Efforts to clarify the issue have been hobbled by the Vatican’s continued refusal to open its archives to historians, although it has made available some selected documents from that era.
In the past, Yad Vashem has said that the text of the panel would only be changed if new evidence is produced showing that Pius XII’s actions during that era had been misrepresented. In unveiling the new panel, Yad Vashem said that it reflects new research that “has clarified certain issues, while still leaving many questions open.”
Antonio Franco, the papal envoy in Israel, who threatened to boycott a Yad Vashem memorial event in 2007 to protest against the original panel’s criticism of Pius XII, called the revised panel text a “positive evolution.”
For many years, the Vatican refused to recognize Israel. It finally did so in 1993, three years after John Paul II became the first pope to visit. The current pope, Benedict XVI, visited Israel in 2009.
A MIXED RECORD
The old panel said that Pius XII was “active” in obtaining a treaty with Germany to protect the church’s rights “even if this meant recognizing the Nazi racist regime.” The new panel deletes the latter phrase and notes that the Reichskonkordat with Germany, which Pius XII signed in July 1933 as the Vatican’s secretary of state, represented the policy of his predecessor, Pius XI.

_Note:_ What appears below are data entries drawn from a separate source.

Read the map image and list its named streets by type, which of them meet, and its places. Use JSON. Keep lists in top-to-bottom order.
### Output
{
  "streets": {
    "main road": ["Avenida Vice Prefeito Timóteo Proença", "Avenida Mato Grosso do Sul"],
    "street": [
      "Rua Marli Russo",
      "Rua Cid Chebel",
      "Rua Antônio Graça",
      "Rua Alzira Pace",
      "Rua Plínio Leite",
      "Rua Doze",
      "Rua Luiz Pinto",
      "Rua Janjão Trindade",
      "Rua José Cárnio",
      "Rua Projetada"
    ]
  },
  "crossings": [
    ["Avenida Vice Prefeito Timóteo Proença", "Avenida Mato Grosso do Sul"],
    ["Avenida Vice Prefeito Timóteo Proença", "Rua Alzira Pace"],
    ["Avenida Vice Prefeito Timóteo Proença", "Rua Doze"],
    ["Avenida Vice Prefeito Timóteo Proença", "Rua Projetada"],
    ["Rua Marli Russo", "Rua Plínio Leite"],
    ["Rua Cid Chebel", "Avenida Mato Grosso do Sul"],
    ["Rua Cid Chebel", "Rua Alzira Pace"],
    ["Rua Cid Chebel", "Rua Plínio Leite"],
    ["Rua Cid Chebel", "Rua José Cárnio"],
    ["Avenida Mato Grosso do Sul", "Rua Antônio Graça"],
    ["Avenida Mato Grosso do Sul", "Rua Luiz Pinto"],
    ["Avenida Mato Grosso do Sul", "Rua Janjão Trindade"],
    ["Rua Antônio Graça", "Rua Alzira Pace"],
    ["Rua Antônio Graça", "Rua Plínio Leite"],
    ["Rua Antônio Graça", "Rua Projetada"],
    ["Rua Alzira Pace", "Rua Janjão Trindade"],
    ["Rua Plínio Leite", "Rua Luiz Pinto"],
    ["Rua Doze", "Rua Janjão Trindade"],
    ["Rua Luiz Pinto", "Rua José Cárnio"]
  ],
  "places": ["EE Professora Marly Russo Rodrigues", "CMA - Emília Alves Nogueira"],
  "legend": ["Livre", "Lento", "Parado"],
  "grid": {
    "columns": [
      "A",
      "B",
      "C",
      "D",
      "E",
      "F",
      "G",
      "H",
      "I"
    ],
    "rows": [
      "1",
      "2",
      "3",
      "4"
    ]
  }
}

The new panel also fails to note that just after he became pope, Pius XII cancelled publication of a letter denouncing racism and anti-Semitism that had been prepared for his predecessor.
Other criticisms remain. The panel accuses Pius XII of declining to sign the Allied declaration condemning the extermination of Jews and said that he had failed to take actions to prevent the October 1943 transport of Jews from Rome to Auschwitz. The cattle trucks filled with doomed Italian Jews actually drove past the Vatican on the way to the train station while the Pope remained silent.
Throughout the war, Pius XII never condemned Hitler or the Nazis by name, or publicly mentioned the suffering of the Jews, though many people pleaded with him at the time to speak out. The new panel also notes that Pius XII mentioned the deaths of hundreds of people during a 1942 radio address but did not specifically identify them as Jews.
“The pope’s critics claim that his decision to abstain from condemning the murder of the Jews by Nazi Germany constitutes a moral failure. The lack of clear guidance left room for many to collaborate with Nazi Germany, reassured by the thought that this did not contradict the Church’s moral teachings,” the panel says.
“His defenders maintain that this neutrality prevented harsher measures against the Vatican and the Church’s institutions… thus enabling a considerable number of secret rescue activities,” the new text on the panel adds.
The still unanswered questions about the actions of Pius XII during World War II have prompted some Jews to ask the Vatican to suspend the process of granting him sainthood until all the relevant documents in the Vatican archives are made available to scholars.